## Exercise requirements
Only lines with the string "Janapriya" matter here; gather them from the material below.

------------------------

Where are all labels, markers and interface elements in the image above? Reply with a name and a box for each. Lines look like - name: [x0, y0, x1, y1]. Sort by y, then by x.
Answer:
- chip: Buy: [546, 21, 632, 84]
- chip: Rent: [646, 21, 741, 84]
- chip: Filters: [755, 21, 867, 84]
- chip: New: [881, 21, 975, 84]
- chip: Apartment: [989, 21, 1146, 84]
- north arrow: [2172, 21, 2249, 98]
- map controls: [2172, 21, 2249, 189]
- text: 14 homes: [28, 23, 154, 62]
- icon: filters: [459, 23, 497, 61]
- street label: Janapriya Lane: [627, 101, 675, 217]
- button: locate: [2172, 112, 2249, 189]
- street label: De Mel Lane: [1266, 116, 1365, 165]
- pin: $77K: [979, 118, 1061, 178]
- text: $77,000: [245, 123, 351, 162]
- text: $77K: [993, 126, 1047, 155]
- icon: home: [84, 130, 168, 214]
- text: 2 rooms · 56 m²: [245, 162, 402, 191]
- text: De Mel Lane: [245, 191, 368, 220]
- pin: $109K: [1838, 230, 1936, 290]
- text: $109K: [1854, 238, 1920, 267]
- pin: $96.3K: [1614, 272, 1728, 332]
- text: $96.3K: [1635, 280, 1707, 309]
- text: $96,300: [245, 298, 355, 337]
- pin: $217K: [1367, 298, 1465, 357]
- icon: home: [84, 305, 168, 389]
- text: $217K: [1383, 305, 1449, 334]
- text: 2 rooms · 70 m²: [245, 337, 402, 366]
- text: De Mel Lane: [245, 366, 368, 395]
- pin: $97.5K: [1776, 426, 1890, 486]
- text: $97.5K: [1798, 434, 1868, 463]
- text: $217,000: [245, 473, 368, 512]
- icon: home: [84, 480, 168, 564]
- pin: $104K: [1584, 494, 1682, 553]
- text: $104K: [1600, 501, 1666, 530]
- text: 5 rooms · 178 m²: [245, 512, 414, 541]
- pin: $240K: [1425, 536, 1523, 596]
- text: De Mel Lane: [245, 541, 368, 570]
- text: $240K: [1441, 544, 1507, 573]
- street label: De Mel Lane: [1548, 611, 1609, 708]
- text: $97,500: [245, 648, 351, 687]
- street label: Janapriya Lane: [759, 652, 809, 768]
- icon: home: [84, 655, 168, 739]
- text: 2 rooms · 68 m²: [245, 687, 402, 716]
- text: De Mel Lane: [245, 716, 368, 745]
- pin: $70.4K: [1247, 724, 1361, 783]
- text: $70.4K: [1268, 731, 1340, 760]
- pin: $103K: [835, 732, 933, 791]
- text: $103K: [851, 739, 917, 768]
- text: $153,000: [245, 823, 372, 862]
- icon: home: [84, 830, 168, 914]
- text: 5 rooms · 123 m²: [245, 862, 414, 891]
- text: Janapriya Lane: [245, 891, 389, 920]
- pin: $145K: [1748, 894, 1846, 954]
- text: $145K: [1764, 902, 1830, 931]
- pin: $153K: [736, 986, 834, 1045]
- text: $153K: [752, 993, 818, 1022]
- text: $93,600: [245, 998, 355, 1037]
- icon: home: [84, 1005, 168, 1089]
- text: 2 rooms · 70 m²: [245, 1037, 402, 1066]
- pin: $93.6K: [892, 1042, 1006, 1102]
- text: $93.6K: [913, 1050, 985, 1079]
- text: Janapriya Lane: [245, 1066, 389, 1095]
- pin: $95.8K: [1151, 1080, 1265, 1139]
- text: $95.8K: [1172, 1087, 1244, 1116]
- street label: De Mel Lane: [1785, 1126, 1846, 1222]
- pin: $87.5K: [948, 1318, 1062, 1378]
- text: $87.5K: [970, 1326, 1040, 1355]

------------------------

## Task output
- street label: Janapriya Lane: [627, 101, 675, 217]
- street label: Janapriya Lane: [759, 652, 809, 768]
- text: Janapriya Lane: [245, 891, 389, 920]
- text: Janapriya Lane: [245, 1066, 389, 1095]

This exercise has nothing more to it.